Posted by: Anonymous Coward on December 06, 2004 10:25 PM
Personally, I am losing my faith/like for RH based distros. RH has become pretty arrogant and it shows in some odd places like drivers included in the distro.

I currently tried to install FC3 on an older 4 CPU PII Xeon system that had a PCI DPT SmartRAID controller in it. Now, the EATA_DMA driver has been a fixture in Linux kernels since the 2.2 days. Somehow RH hasn't included it with any of it's products since RH9. That includes AS and ES. Now I understand that you can't support all hardware forever and old hardware has to drop out somewhere, but it seems to not have rhyme or reason other than personal preference for the RH boys. I checked, the EATA drivers are still in the base 2.6 kernel and deliberately taken out by the RH boys.

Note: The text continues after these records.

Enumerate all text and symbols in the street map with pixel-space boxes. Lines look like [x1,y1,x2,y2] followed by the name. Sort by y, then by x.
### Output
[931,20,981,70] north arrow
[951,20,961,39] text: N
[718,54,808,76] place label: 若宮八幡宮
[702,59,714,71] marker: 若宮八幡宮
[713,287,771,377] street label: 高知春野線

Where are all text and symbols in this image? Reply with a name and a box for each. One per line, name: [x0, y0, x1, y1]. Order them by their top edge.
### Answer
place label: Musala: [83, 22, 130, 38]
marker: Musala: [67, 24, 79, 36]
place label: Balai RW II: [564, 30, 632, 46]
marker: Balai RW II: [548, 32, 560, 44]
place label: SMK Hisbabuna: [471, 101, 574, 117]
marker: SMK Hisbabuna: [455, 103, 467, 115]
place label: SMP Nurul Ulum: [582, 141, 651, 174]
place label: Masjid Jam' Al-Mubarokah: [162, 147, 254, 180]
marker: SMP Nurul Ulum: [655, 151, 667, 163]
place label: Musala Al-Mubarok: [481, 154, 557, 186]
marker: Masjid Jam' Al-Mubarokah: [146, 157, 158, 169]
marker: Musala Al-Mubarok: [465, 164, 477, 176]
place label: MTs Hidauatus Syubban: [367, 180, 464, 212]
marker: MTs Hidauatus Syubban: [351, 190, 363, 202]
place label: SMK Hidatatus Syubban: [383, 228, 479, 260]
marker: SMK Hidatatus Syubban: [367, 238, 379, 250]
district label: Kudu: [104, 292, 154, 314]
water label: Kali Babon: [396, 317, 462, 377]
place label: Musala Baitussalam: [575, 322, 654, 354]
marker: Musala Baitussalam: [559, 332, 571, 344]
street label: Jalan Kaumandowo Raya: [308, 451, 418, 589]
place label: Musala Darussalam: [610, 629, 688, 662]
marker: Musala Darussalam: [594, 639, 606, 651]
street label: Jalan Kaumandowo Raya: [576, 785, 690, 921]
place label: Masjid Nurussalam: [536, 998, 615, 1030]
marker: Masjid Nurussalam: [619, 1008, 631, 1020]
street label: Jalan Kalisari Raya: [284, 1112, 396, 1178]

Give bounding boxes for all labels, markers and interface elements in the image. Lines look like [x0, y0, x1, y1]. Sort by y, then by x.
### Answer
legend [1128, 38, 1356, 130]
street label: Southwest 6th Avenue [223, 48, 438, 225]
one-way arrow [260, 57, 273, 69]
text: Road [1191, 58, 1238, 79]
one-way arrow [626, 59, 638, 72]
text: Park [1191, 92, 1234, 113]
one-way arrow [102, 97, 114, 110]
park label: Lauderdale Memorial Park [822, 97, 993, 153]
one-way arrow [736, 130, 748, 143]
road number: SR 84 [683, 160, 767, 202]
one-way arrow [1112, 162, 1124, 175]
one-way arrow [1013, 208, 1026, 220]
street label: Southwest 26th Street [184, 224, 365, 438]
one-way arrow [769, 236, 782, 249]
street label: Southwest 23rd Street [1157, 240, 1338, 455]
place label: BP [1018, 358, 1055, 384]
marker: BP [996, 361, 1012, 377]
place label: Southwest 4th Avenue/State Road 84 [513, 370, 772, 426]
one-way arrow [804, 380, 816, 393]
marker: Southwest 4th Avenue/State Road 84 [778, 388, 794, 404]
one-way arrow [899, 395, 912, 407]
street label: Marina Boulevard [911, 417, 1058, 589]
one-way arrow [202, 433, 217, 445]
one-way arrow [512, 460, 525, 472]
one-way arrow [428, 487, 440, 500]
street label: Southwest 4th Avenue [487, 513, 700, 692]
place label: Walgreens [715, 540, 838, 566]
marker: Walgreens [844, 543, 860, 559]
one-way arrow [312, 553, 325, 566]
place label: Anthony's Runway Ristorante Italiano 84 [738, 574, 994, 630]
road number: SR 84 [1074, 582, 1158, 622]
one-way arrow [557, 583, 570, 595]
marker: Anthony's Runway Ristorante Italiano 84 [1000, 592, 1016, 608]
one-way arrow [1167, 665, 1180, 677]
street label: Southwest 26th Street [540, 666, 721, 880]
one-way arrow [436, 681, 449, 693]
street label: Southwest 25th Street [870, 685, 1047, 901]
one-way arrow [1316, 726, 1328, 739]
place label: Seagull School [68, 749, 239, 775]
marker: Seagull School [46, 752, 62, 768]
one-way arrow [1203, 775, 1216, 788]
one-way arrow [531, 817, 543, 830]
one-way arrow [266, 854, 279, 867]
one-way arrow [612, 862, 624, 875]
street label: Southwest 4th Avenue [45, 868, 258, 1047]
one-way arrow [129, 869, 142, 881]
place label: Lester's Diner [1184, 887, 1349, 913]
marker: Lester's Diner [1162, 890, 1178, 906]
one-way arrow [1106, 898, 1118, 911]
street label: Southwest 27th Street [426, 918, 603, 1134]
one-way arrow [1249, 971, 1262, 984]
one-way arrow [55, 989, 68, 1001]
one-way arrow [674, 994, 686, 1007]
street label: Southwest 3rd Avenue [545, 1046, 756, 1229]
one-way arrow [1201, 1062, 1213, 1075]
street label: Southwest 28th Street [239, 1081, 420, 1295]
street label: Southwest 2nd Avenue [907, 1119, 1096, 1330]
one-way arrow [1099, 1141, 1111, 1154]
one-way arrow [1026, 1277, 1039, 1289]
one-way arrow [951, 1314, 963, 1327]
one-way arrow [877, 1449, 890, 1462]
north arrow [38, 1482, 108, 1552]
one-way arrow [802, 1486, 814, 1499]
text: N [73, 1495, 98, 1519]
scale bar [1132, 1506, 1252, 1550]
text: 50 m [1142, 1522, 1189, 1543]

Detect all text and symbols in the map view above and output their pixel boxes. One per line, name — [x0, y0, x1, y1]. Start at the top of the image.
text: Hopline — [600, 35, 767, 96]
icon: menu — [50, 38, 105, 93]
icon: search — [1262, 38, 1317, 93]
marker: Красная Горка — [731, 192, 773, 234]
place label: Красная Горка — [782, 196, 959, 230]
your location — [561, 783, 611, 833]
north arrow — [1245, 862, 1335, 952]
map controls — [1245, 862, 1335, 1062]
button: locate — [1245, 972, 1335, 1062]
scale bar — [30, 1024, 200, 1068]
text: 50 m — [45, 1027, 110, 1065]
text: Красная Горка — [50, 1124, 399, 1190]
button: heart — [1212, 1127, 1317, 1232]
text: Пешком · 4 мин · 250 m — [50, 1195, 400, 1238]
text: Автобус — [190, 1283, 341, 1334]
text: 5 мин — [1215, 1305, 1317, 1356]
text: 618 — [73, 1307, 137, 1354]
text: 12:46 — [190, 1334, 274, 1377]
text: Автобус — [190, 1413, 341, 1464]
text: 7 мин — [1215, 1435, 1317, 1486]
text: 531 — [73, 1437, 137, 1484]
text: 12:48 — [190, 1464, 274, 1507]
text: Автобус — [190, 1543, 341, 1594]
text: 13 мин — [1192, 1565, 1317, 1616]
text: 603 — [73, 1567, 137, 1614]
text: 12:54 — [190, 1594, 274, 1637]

Here is what really p*ssed me off. They still have support for Adaptec 1520 cards. The 1520 has been out of production and official support as long as the SmartRAID cards and is an ISA card no less! As a matter of fact since Adaptec purchased DPT, the Smart series controllers are officially an Adaptec product.

They also still have drivers for a boat load of old ISA cards including 3C509, SMC Tiger, NEC, DEC just to name a few. They even have drivers for cards that never really worked well and are as scarce as hen's teeth like the old Compaq EISA RAID cards that haven't been supported by Compaq since the old Proliant 1000's and 1500's. Those were 486 and Pentium systems!!!

Hey RedHAt! Your arrogance is showing and it is costing you. You just drove away a loyal user since the 5.2 version. Don't think I am just another cranked off hobbyist either. I am an IS manager for $900M/yr business. We currently have 50+ licenses of AS under support. Novell has been hounding us to switch to SuSE and offering us some pretty sweet deals to switch. They will get their chance now.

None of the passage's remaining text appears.